Other conditions that can benefit from physical therapy include: those of the cardiopulmonary variety, such as chronic obstructive pulmonary disease, cystic fibrosis, and post-myocardial infarction; hand ailments, such as carpal tunnel syndrome and trigger finger; musculoskeletal dysfunction, such as back pain, rotator cuff tears, and temporomandibular joint disorders; neurological deficits, such as stroke, spinal cord injuries, Parkinson's disease, multiple sclerosis, vestibular dysfunction, and traumatic brain injuries; pediatric conditions, such as developmental delays, cerebral palsy, and muscular dystrophy; sports-related injuries, such as concussion and tennis elbow; and women's health issues, such as urinary incontinence and lymphedema.
PT for Every Purpose
Just as each patient is unique, so are his or her symptoms and the manner in which they may manifest. As such, there are several variations of physical therapy, each with its own customized approach, designed to best benefit the individual being treated.

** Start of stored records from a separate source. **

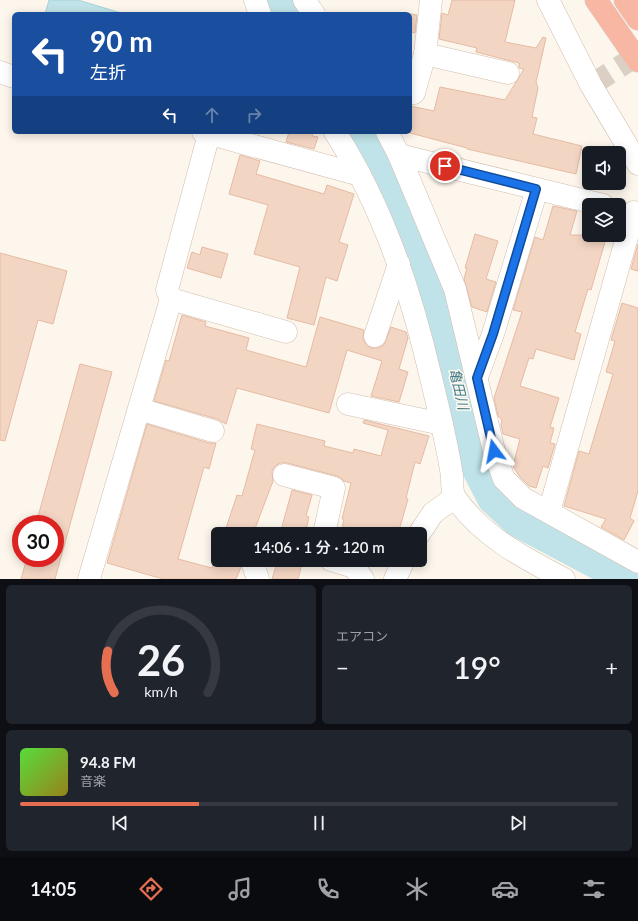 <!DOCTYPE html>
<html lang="ja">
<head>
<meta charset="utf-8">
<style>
	:root { --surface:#171b24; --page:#20242c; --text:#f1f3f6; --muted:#9ea1a6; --line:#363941; --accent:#e76f51 }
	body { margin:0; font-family:Lato,"Noto Sans JP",sans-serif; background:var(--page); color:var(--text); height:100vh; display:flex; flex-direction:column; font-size:15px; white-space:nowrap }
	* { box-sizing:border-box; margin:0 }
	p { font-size:13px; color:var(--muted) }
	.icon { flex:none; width:22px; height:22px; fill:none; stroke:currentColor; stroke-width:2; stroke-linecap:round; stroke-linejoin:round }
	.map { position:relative; height:579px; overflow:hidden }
	.panel { display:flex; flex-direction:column; gap:6px; padding:6px; background:#0d0f14; flex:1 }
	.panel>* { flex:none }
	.banner { position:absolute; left:12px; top:12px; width:400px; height:122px; border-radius:6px; box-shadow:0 2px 10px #0003; background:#1a4fa0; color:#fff; overflow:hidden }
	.fabs { position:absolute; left:582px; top:146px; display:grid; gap:8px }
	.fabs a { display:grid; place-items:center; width:44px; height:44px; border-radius:6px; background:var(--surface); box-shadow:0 2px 10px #0003; font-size:20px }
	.speed { position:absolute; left:12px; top:515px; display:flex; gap:8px; font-size:20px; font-weight:700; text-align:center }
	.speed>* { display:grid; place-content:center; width:52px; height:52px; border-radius:50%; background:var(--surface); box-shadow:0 2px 10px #0003; line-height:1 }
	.speed .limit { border:6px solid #d22; background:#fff; color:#111 }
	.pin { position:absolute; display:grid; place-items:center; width:34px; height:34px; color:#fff; margin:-17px; border:2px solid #fff; border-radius:50%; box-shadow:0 1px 4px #0007 }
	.me { position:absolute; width:44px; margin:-22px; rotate:347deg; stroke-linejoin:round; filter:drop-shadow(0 0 3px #0008) }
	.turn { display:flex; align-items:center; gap:14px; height:84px; padding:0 12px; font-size:18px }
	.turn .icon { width:52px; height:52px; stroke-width:2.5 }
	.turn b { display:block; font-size:28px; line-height:34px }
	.lanes { display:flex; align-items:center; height:38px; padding:0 12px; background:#0003; justify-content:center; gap:20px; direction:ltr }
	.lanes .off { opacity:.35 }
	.big { font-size:30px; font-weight:600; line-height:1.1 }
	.panel .card { flex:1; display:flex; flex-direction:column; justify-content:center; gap:6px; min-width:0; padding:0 14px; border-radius:6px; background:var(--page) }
	.panel .dial { align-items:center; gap:0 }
	.dial svg { height:104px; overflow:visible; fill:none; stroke:var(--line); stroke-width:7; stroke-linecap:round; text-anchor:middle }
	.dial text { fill:var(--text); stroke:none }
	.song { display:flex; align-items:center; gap:12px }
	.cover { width:48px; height:48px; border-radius:6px; background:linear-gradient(135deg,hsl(110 70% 55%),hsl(50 70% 35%)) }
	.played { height:4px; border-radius:2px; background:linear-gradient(90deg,var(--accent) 30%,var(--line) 30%) }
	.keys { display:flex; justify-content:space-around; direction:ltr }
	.heat { display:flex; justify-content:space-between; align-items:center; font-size:22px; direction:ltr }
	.panel .tiles { flex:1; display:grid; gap:6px; grid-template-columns:1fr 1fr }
	.card:last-child { grid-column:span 2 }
	.trip { position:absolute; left:211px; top:527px; width:216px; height:40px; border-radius:6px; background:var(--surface); box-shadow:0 2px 10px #0003; font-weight:600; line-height:40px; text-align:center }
	.dock { display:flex; height:64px; justify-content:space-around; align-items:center; background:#090b0e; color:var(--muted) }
	.dock .icon { width:28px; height:28px }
	.dock .active { color:var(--accent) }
	.dock b { font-size:18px; color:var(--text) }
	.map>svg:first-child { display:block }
	.water { fill:#bfe3e8; stroke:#a5d3da }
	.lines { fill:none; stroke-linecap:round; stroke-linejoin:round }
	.river { stroke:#bfe3e8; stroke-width:35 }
	.building { fill:#f3d5c3; stroke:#e6bba3 }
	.minor-tunnel { stroke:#dcd0c4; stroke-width:22; stroke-dasharray:22 11; stroke-linecap:butt }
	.minor-casing { stroke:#d1beb0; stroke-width:23 }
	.highway-casing { stroke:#dad1cd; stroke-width:23 }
	.minor { stroke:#fff; stroke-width:22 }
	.highway { stroke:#f7b7a3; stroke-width:22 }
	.route-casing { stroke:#114b97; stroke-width:10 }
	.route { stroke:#1a73e8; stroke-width:7 }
	.labels { text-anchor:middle; stroke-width:3; stroke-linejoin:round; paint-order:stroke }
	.water-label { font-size:14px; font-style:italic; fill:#437c86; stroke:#fffaf3 }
</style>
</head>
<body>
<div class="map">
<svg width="638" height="579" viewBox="0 0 638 579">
	<rect width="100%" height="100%" fill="#fdf6ec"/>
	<polygon class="water" points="49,0 78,0 121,13 45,14"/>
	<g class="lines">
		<g class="river">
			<polyline points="282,0 283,6 289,14"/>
			<polyline points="367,132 412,232 431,279 448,337 476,462 494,497 519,520 630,579"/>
		</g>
	</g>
	<g class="building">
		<polygon points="452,0 515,0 505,42 536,48 543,37 546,38 536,82 538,88 532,117 537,118 533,134 582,146 576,174 467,149 467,148 410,133 410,106 434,111 440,87 505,100 524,69 519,68 519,63 476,52 477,48 439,39 442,13 448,15"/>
		<polygon points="410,14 417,15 415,33 410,32"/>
		<polygon points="289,132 313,132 312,136 318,137 314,149 286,142"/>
		<polygon points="240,155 260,161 256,174 324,194 327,185 354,194 339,242 348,245 337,281 326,277 314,325 287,318 300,267 254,254 268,205 229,194"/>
		<polygon points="553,206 577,211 570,235 607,235 591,290 588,289 575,332 581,334 574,360 536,349 533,359 529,358 520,386 559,398 550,427 554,428 550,443 555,444 548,468 543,466 536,488 529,486 519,476 513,466 520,439 503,434 501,425 502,420 498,416 494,398 522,312 513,310 535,237 543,240"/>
		<polygon points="475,234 498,241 486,279 496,282 487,312 472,307 464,279 467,268 465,268"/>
		<polygon points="638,244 638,271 631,269"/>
		<polygon points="202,247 228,254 221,278 187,268 192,252 200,255"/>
		<polygon points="0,253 67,271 53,324 38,320 5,441 0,440"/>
		<polygon points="622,303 638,308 638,491 630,518 634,521 624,540 601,527 606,519 564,506 579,451 589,454 613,374 606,372 615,341 611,340"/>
		<polygon points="182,315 206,322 205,326 249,338 246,350 306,367 320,317 364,330 363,339 366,345 371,348 378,348 384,345 391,327 406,332 408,338 399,369 408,372 399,402 371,396 382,361 347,350 329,413 237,388 226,424 217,419 154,401 166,360 169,361"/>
		<polygon points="80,364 112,372 55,579 21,579 27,558 55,558 55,524 36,524"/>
		<polygon points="364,420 429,436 420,464 415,462 406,498 408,499 398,534 341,534 344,519 342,519 351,483 344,481 337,476 287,463 280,463 275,466 272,471 273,481 253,534 224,534 237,495 242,496 255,450 251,449 257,424 325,441 324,446 353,453 354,449 381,456 388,430 363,423"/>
		<polygon points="147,424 209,443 216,443 209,469 204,467 178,559 212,568 218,551 218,560 240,560 241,567 236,579 163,579 107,563"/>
		<polygon points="292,490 312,495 306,516 309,517 305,534 280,534"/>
		<polygon points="273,560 303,560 298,579 272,579 276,566 271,565"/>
	</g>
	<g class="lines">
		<polyline class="minor-tunnel" points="591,85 638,55"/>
		<g class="minor-casing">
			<g id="minor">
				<polyline points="255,0 260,14"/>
				<polyline points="304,0 314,14"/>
				<polyline points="548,0 591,85 638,164"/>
				<polyline points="425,54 508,73"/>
				<polyline points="0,72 14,77"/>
				<polyline points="410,92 414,93 425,54 431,0"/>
				<polyline points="203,132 360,175"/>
				<path d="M335,132C383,207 411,292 431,378C439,411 447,443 452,476C452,483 452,494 456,499C483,537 524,558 564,579"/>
				<polyline points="387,132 399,155 455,289 494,451 504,479 523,498 638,562"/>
				<polyline points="399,155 603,205"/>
				<polyline points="171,299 286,332"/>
				<polyline points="375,336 399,264"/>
				<polyline points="477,377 493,334 537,189"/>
				<polyline points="348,404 442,424"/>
				<polyline points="139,409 213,431"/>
				<polyline points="284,475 334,488 324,534"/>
				<polyline points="549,512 634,212"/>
				<polyline points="419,534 433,513 454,498"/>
				<polyline points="331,560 354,567 363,579"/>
				<polyline points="252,562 258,579"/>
				<polyline points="89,579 171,299 167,290 209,134"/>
				<polyline points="395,579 404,560"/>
			</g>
		</g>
		<g class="highway-casing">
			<g id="highway">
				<polyline points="596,0 638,61"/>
				<polyline points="625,0 638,19"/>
			</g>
		</g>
		<use href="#minor" class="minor"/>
		<use href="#highway" class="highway"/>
	</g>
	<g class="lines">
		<g class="route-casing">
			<polyline id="route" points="445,166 536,189 493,334 477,378 494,451"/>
		</g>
		<use href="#route" class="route"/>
	</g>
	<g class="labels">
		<g class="water-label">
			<text transform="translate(459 389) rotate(77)" y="5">亀田川</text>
		</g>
	</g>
</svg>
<div class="fabs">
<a><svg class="icon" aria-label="sound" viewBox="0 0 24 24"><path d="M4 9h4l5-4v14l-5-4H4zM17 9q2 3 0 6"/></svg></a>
<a><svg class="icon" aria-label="layers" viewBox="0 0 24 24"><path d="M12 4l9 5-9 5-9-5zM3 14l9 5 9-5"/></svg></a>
</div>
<div class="speed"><div class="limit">30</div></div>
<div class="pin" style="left:445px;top:166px;background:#d93025"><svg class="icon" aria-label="arrive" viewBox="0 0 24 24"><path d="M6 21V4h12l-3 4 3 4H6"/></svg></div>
<svg class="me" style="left:494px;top:451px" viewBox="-20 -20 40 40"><path d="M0-17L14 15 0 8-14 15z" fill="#1a73e8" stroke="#fff" stroke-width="4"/></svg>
<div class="trip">14:06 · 1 分 · 120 m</div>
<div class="banner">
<div class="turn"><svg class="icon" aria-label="left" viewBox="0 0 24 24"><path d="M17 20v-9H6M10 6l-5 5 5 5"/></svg><div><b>90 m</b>左折</div></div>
<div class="lanes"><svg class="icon" aria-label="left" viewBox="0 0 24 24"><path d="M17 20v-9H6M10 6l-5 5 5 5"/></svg><svg class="icon off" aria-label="ahead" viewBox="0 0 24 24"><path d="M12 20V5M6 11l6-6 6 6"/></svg><svg class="icon off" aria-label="right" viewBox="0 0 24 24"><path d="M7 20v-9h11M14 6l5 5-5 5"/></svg></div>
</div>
</div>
<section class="panel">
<div class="tiles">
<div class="card dial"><svg viewBox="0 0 100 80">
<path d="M14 69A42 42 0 1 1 86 69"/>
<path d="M14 69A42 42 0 0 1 9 37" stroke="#e76f51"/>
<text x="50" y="56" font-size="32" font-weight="700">26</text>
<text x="50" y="72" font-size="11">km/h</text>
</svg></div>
<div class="card"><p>エアコン</p>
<div class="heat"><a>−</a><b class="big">19°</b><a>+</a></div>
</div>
<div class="card">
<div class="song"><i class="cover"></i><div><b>94.8 FM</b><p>音楽</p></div></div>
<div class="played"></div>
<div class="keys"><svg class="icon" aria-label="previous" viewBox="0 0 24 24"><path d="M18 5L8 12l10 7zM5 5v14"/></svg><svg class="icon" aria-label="pause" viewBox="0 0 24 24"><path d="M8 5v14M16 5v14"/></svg><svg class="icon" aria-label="next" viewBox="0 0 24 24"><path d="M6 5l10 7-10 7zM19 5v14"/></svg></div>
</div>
</div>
</section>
<nav class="dock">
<b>14:05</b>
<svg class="icon active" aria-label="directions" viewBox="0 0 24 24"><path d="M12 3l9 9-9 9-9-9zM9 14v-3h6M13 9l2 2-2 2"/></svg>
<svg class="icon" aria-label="music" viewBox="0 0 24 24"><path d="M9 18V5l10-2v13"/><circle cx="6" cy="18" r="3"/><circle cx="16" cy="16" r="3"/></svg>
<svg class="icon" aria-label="phone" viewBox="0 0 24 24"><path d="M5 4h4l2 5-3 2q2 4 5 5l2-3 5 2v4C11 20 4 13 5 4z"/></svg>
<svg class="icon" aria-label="climate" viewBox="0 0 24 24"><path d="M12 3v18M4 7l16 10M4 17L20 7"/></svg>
<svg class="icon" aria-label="car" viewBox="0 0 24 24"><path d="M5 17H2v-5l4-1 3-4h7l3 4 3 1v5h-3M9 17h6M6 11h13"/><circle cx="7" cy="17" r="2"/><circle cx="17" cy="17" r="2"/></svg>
<svg class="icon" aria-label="filters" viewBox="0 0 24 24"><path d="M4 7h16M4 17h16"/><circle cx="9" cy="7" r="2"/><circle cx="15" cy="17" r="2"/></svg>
</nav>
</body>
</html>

- Pediatric Physical Therapy: intended to aid adolescents, children and babies as they transition through the early stages of life, helping to build muscular and skeletal strength and expand ranges of movement
- Geriatric Physical Therapy: geared toward older individuals, as the aging process begins to take a toll on muscle movement, often leading to unsafe habits, such as overcompensation in posture and gait
- Vestibular Rehabilitation: focuses on issues of the inner ear, which can have a detrimental effect on balance, leading to chronic dizziness and vertigo
- Neurological Physical Therapy: targeted to alleviating those symptoms caused by nervous system disorders, making these chronic problems more manageable and easier to cope with
- Orthopedic Physical Therapy: Perhaps the most common of the methods, this type is designed to aid in the recovery of muscle strength following an injury, or in some cases, a surgical procedure.
- Cardiovascular/Pulmonary Physical Therapy: meant to build strength in key muscles, and improve endurance, especially in cases involving serious issues with your heart or circulation
PT & Athletes
Injuries aside, physical therapy has supplemental benefits that may suit certain individuals. Athletes have been known to see a noticeable boost in performance, as treatment tends to aid the body in moving more smoothly, along with establishing increased stability. While some may choose to compensate for pain rather than risk being sidelined, PT can address these underlying issues before they require surgical attention.
In many instances, physical therapy can prove as effective, if not more, for hip, back, shoulder and knee pain. Common sports injuries include those to the ACL and meniscus (knee), as well as the labrum and UCL (shoulder/elbow). These treatments, in conjunction with chiropractors, physicians and strength and conditioning coaches, can be quite beneficial.
Of course, the primary goal, above all else, is prevention. With student athletes, communication is key to ascertain a player’s level of pain, any preexisting conditions, and his or her inclination to ignore them. Warming up is crucial, as is incorporating a healthy, well-balanced diet and plenty of hydration into daily routines.
Taking it to the field, utilizing the proper equipment, and following appropriate guidelines and techniques while playing, can prevent a good number of unnecessary injuries. Cross-training in a variety of sports, as well, aids in avoiding repeated strain on the same muscles or joints by adding an element of diversity. And finally, rest. There is no substitute for sleep. Excess muscle fatigue can predispose athletes to injury, making the concept of an off-season a sensible choice.